I heard a rumor awhile back that the PS3 will be running a stripped down version of Linux, just like the XBox/XBox 360 run a stripped down version of Win 2k. It does seem to make sence since the Cell processor runs Linux and NVIDIA(the PS3 will use a NVIDIA graphics card) has been known for great Linux and OpenGL support(I also heard all PS3 games will use OpenGL).

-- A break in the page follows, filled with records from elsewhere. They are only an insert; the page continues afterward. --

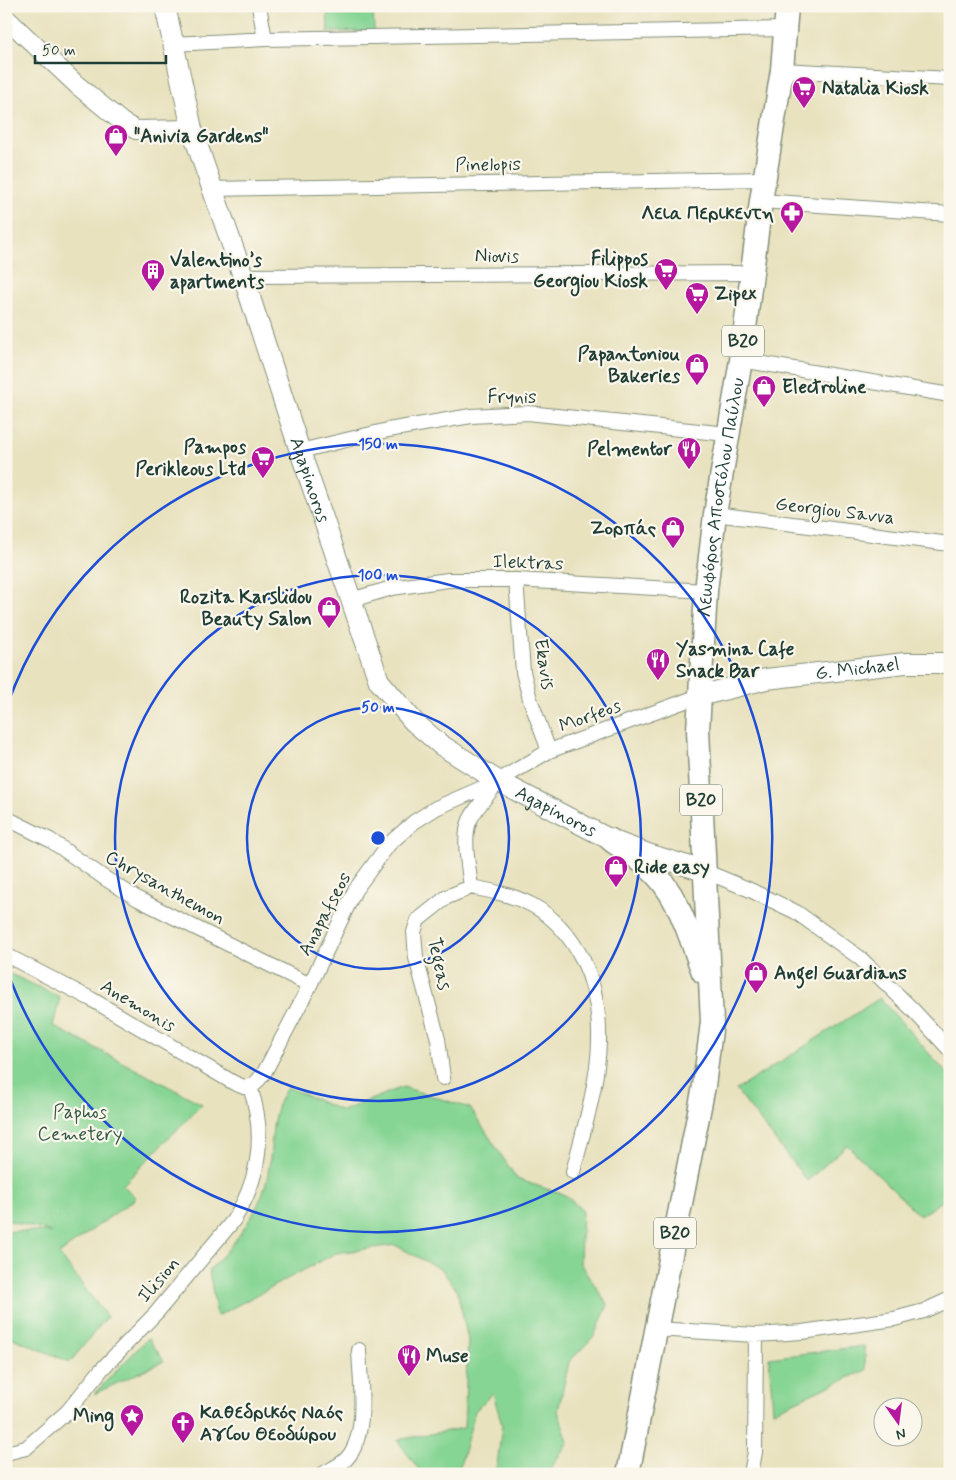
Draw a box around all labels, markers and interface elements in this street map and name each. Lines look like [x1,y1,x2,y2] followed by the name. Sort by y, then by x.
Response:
[35,32,166,64] scale bar
[42,41,76,61] text: 50 m
[791,75,817,109] supermarket icon: Natalia Kiosk
[822,76,929,101] place label: Natalia Kiosk
[103,123,129,157] shop icon: "Anivia Gardens"
[134,124,269,149] place label: "Anivia Gardens"
[455,152,521,178] street label: Pinelopis
[779,200,805,234] pharmacy icon: Λεια Περικεντη
[641,201,774,226] place label: Λεια Περικεντη
[475,244,520,269] street label: Niovis
[533,247,649,297] place label: Filippos Georgiou Kiosk
[170,248,265,295] place label: Valentino’s apartments
[653,257,679,291] supermarket icon: Filippos Georgiou Kiosk
[140,258,166,292] building icon: Valentino’s apartments
[684,281,710,315] supermarket icon: Zipex
[714,282,757,307] place label: Zipex
[722,326,764,356] road number: B20
[578,342,681,389] place label: Papantoniou Bakeries
[684,352,710,386] shop icon: Papantoniou Bakeries
[751,374,777,408] shop icon: Electroline
[782,375,867,400] place label: Electroline
[692,376,750,618] street label: Λεωφόρος Αποστόλου Παύλου
[487,385,537,410] street label: Frynis
[284,434,336,526] street label: Agapinoros
[135,435,247,482] place label: Pampos Perikleous Ltd
[358,435,398,455] text: 150 m
[676,436,702,470] restaurant icon: Pelmentor
[587,437,673,462] place label: Pelmentor
[250,445,276,479] supermarket icon: Pampos Perikleous Ltd
[774,491,896,533] street label: Georgiou Savva
[660,515,686,549] shop icon: Ζορπάς
[590,516,657,541] place label: Ζορπάς
[492,549,564,577] street label: Ilektras
[358,566,398,586] text: 100 m
[180,585,312,632] place label: Rozita Karslidou Beauty Salon
[316,595,342,629] shop icon: Rozita Karslidou Beauty Salon
[528,637,560,691] street label: Ekavis
[676,637,794,684] place label: Yasmina Cafe Snack Bar
[645,647,671,681] restaurant icon: Yasmina Cafe Snack Bar
[814,651,901,686] street label: G. Michael
[556,693,625,739] street label: Morfeos
[361,698,395,718] text: 50 m
[511,780,602,843] street label: Agapinoros
[680,784,722,816] road number: B20
[369,829,387,847] centre of rings
[100,845,229,932] street label: Chrysanthemon
[603,854,629,888] shop icon: Ride easy
[634,855,710,880] place label: Ride easy
[292,868,358,960] street label: Anapafseos
[418,935,457,993] street label: Tegeas
[743,960,769,994] shop icon: Angel Guardians
[774,961,907,989] place label: Angel Guardians
[96,974,181,1039] street label: Anemonis
[38,1100,122,1147] park label: Paphos Cemetery
[654,1218,696,1248] road number: B20
[132,1252,186,1308] street label: Ilision
[396,1343,422,1377] restaurant icon: Muse
[426,1344,469,1369] place label: Muse
[874,1398,924,1448] north arrow
[200,1400,344,1447] place label: Καθεδρικός Ναός Αγίου Θεοδώρου
[119,1403,145,1437] place icon: Ming
[73,1404,114,1432] place label: Ming
[170,1410,196,1444] church icon: Καθεδρικός Ναός Αγίου Θεοδώρου
[894,1424,908,1444] text: N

Sony offered Linux on the PS2 partly as PR stunt, partly as a way to offer a cheaper dev system than their $100K dedicated HW. But they distributed it with only a proprietary "BIOS"/bootloader, which meant developers couldn't distribute bootable discs even if they blew off the license which said they weren't allowed to, not without Sony's approval. And they distributed their proprietary boot disc only bundled with their $200 ethernet/HD. Plus it only worked with a select few "sync on green" monitors. So the whole thing was mostly a really tiny niche hobby, rather than a new Linux architecture. Let's hope Linux on PS3 has a chance to play with the big dogs.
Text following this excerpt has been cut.